La maggiore quota di aziende a rischio è nei servizi operativi a supporto delle imprese (8,3%), nel tessile, abbigliamento e calzaturiero (8,2%), nel commercio, nei servizi alle persone e nell’alloggio e ristorazione. Nelle regioni del Centro Nord, secondo un rapporto del ministero del Lavoro e delle Politiche Sociali e di Banca d’Italia tra gennaio e aprile sono stati creati 90.000 nuovi posti di lavoro, a fronte di un crollo di oltre 170.000 unità nel 2020, ma di un saldo positivo di quasi 180.000 nel 2019; nel Mezzogiorno sono soltanto 40.000 i posti di lavoro creati, ma la tenuta parziale è dovuta quasi esclusivamente dal blocco dei licenziamenti. S

econdo il report di Bankitalia, la crisi provocata dal Covid in Puglia ha ridotto, nel 2020, del 10,2% le ore complessive lavorate e, nonostante il blocco dei licenziamenti a livello nazionale, il numero di occupati è calato di 13mila unità. Il numero di ore autorizzate di Cig è stato particolarmente elevato durante i mesi di aprile e maggio e si è poi ridotto nei mesi estivi. Tenendo conto del numero di ore mediamente lavorate nei settori produttivi, si tratta di circa 110.000 occupati equivalenti, pari a poco meno di un decimo del totale degli occupati in regione. Secondo uno studio recente di Svimez, sono allarmanti le conseguenze economiche della pandemia nell’Italia centrale e meridionale. 

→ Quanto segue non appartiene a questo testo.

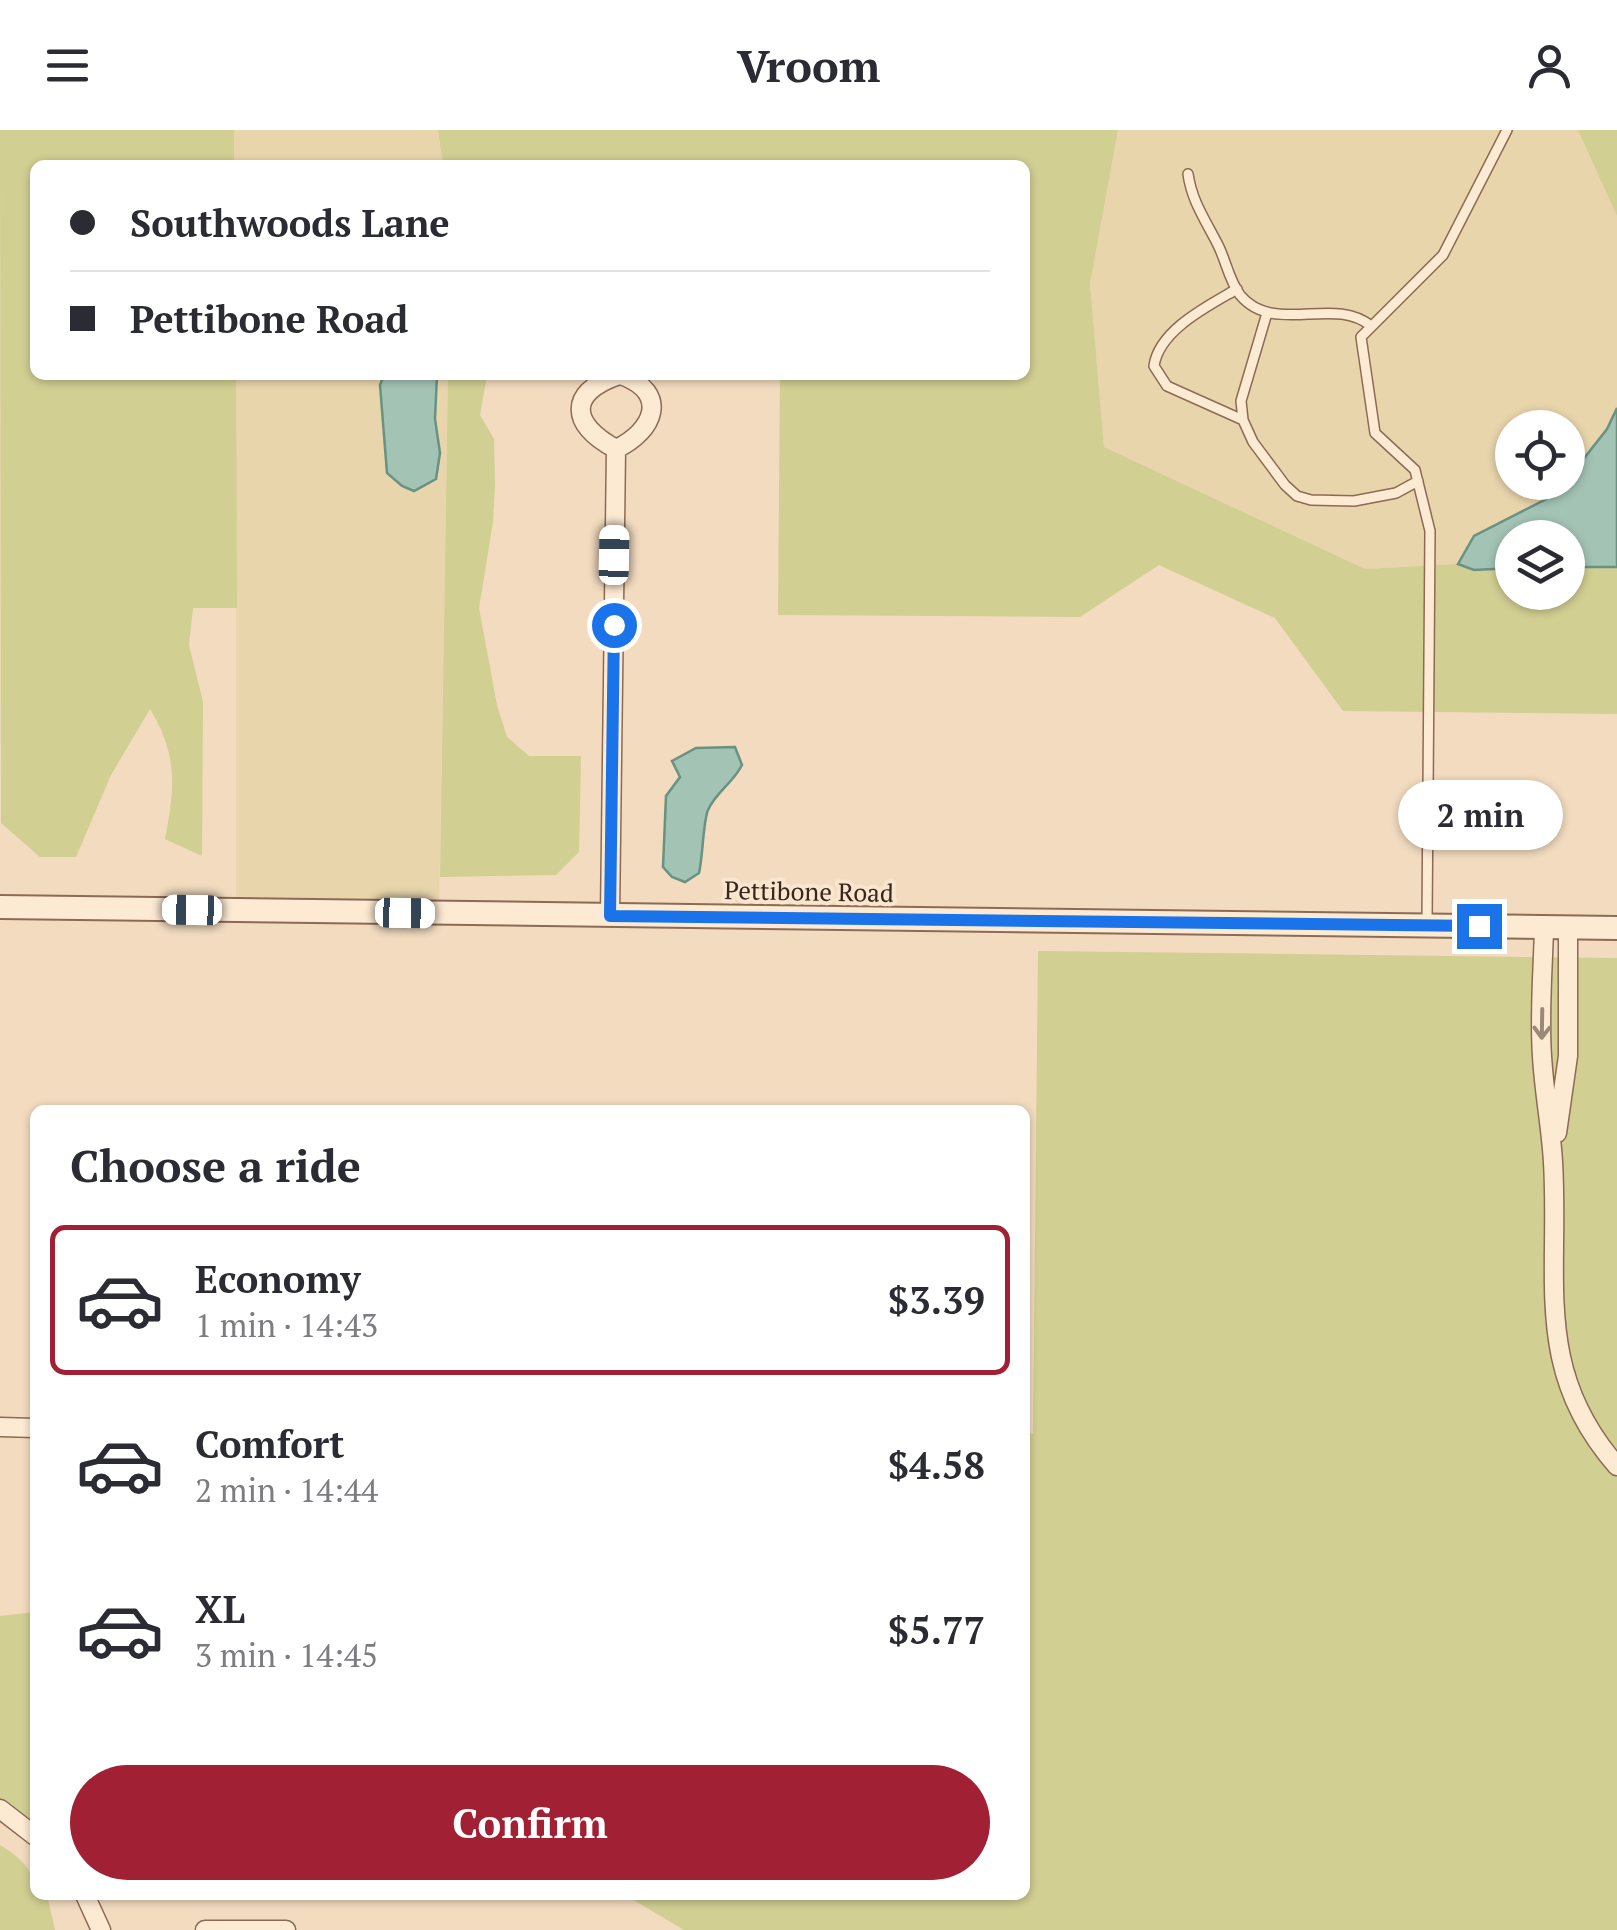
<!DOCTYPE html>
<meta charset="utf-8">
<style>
:root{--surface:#fff;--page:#f7f7f7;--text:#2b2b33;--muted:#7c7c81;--line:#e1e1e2;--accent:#a12034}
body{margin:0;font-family:"PT Serif",serif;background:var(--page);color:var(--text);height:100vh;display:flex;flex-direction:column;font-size:38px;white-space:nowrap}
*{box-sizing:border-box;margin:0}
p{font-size:32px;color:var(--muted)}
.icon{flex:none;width:55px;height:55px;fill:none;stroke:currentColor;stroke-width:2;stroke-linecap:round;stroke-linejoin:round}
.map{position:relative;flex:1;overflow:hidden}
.sheet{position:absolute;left:30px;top:975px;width:1000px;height:795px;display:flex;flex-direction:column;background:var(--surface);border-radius:15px;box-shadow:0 2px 8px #0004}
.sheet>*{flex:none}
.banner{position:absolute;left:30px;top:30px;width:1000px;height:220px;border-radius:15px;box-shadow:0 2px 8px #0004;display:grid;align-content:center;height:220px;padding:0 40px;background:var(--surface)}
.tools{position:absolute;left:1495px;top:280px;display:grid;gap:20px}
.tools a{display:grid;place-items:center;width:90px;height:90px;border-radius:50%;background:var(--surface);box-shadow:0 2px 8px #0004;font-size:50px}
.end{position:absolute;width:45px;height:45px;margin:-22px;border:12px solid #1a73e8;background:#fff;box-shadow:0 0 0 5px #fff}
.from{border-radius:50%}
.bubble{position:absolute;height:70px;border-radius:35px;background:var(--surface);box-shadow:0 2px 8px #0004;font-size:32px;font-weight:700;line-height:70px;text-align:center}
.car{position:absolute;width:30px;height:60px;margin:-30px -15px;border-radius:12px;box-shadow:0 0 8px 2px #0007;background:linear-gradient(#fff 24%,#345 0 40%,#fff 0 76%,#345 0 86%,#fff 0)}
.banner b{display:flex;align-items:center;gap:35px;height:95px;font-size:38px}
.banner b+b{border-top:2px solid var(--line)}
.banner i{width:25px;height:25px;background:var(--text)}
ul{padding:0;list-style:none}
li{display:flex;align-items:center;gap:30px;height:150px;margin:0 20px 15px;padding:0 20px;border:5px solid transparent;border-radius:15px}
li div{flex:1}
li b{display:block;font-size:38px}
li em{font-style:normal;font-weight:700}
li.selected{border-color:var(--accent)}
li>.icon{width:90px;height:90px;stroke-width:1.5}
h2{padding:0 40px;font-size:45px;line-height:120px}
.cta{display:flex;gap:20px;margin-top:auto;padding:20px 40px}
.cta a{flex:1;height:115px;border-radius:60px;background:var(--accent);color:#fff;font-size:40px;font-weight:700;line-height:115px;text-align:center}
header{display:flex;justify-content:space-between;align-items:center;height:130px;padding:0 40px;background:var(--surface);font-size:45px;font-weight:700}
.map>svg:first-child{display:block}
</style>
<header><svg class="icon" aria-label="menu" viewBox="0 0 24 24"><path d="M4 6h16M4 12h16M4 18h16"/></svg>Vroom<svg class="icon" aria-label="person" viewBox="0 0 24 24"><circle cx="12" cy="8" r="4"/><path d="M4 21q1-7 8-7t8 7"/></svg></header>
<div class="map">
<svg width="1617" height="1800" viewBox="0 0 1617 1800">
<rect width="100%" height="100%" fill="#f2dbbf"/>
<!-- farmland -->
<path fill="#e8d5ac" d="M234,0H438L443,35H234Z
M1118,0H1578L1617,86V278L1607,299L1568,349V298H1512V352L1565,353L1556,364L1474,406L1458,434L1365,439L1104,317L1090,154Z
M236,245H448L439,784L236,781Z"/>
<!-- green -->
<path fill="#d1cf92" d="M0,0H234V35H35V245H236L237,478H193L189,515L203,572L202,726L165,709C175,658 178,625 150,579L111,645L76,727H40L1,693Z
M438,0H1118L1090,154L1104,317L1365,439L1458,434L1474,440L1512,438V462H1568V437H1617V584L1343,581L1275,488L1159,435L1080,487L778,485L780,245H1025V35H443Z
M1578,0H1617V86Z
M448,245H487L480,285L494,309L495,355L493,392L479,478L497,575L507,607L529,626H581L579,722L556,745L440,747Z
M1038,821L1617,828V1800H684L625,1765H1025V1304L1033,1303Z
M35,1482V1696L0,1679V1486Z
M0,1715C21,1728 35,1740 35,1765H47L55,1800H0Z"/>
<!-- water -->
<path fill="#a3c3b5" stroke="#699282" stroke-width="2.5" d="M384,245H437L435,289L440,323L436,349L414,361L402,356L387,343L380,255Z
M1617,278V437H1568V408H1512V438L1474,440L1458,434L1474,406L1556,364L1607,299Z
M735,617L742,635C733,653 716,662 708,680C703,692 703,726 699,743L685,752L672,747L663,737L666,666L680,647L672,631L696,618Z"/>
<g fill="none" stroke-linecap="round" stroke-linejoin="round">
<defs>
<path id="service" d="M1188,44C1192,72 1206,91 1218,115C1226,131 1229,150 1240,165C1274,206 1334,165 1371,196
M1237,159C1208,176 1159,200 1154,236L1167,256L1243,290
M1267,183L1241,271L1243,290L1253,312L1285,355L1297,366L1311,370L1354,371L1396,363L1418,351
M1427,792L1430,401L1415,340L1375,303L1361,207L1443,125L1507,0"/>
<path id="minor" d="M616,319C571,295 566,263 619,245
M616,319C654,301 670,263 621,245
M610,786L616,319
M1544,797C1543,840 1539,884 1542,926C1544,962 1551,997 1553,1032C1560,1149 1532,1239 1617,1336
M1557,1003L1568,926V797
M0,1297L35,1298
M0,1679L35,1706
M85,1765L101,1800
M205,1800H286"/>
<path id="tertiary" d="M0,777L1617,798"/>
</defs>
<!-- service casing -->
<use href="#service" stroke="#8c6a55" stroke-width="12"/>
<!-- minor casing -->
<use href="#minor" stroke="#8c6a55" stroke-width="21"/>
<!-- tertiary casing -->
<use href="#tertiary" stroke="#8c6a55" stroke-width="26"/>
<!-- service -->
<use href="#service" stroke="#fcead3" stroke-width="9"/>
<!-- minor -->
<use href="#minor" stroke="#fcead3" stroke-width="18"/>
<!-- tertiary -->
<use href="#tertiary" stroke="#fcead3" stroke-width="22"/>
</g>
<!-- one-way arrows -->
<defs><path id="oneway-shaft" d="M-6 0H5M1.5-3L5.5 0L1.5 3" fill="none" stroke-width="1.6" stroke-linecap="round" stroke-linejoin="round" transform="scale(2.5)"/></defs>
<use stroke="#9b8877" href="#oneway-shaft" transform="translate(1542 894) rotate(91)"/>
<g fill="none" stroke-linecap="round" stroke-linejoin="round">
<!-- route -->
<path stroke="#1a73e8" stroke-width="12" d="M614,495L610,786L1479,796"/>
</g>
<g text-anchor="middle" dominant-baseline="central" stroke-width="8" stroke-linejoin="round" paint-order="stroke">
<!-- street labels -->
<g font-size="25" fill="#3a261b" stroke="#f9e6cf">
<text transform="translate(809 761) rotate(1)">Pettibone Road</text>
</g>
</g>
</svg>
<div class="tools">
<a><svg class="icon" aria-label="locate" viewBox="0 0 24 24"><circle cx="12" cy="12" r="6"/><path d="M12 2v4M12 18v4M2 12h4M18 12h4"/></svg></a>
<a><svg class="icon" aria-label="layers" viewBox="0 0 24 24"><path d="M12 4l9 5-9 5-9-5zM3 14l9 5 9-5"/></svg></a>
</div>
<i class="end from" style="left:614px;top:495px"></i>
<i class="end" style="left:1479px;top:796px"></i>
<div class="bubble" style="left:1398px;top:650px;width:165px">2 min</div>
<i class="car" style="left:614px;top:425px;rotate:1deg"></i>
<i class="car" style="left:192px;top:780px;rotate:271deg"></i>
<i class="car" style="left:405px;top:783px;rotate:91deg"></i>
<div class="banner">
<b><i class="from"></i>Southwoods Lane</b>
<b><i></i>Pettibone Road</b>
</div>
<section class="sheet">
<h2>Choose a ride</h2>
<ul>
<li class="selected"><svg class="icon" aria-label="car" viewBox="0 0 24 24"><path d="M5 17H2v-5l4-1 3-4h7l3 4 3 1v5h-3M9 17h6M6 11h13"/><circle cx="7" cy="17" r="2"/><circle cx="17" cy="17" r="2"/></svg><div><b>Economy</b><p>1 min · 14:43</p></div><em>$3.39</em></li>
<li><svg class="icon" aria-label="car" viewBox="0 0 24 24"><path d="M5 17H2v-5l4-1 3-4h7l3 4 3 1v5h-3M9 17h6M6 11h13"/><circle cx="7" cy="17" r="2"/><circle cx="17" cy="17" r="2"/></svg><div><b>Comfort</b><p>2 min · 14:44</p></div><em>$4.58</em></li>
<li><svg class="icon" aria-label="car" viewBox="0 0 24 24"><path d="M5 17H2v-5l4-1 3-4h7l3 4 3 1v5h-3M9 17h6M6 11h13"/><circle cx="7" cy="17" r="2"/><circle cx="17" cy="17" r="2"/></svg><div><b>XL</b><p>3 min · 14:45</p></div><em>$5.77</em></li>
</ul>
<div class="cta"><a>Confirm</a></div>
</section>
</div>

Un Centro Italia sempre più vicino al Sud nella gravità della situazione economica delle sue imprese. Infatti, sono 17.500 le imprese del Centro a rischio di chiusura, mentre al Sud se ne contano 20.000 nella stessa condizione. Si tratta principalmente di imprese di servizi in crisi, con una percentuale doppia rispetto alle imprese manufatturiere (9%). La fragilità strutturale delle imprese a rischio chiusura dipenderebbe da una scarsa propensione all’innovazione e alla digitalizzazione. Il 48% delle imprese italiane è fragile perché non innovative e non digitalizzate.  

Al Sud arrivano al 55%, quasi il 50% al Centro. Un Mezzogiorno fragile non solo nel tessuto imprenditoriale ma anche a livello pubblico: è, infatti, al Sud che si concentra il maggior numero di Comuni che ha dichiarato “fallimento”. I dissesti attivi, deliberati tra il 2016 e il 2020 sono 154, con una significativa concentrazione territoriali in Calabria (42 casi), Campania (35 casi) e Sicilia (40 casi). I rimanenti 37 casi si rilevano: nel Lazio (11), in Puglia (6), in Basilicata (4), in Abruzzo (3), in Lombardia (3), nel Molise (3), nelle Marche (2), in Piemonte (2) e, infine, un caso in Liguria (Lavagna), uno in Toscana (Massarosa) e uno in Umbria (Terni). Nel 2019, il debito pro-capite dei Comuni è molto più elevato al Sud rispetto al resto d’Italia. La Campania è quella messa peggio, con un debito per abitante pari a 2.206 euro, il più alto del Paese. Ma la Calabria non può certo sorridere: il debito pro-capite accumulato dai Comuni è di 2.159 euro.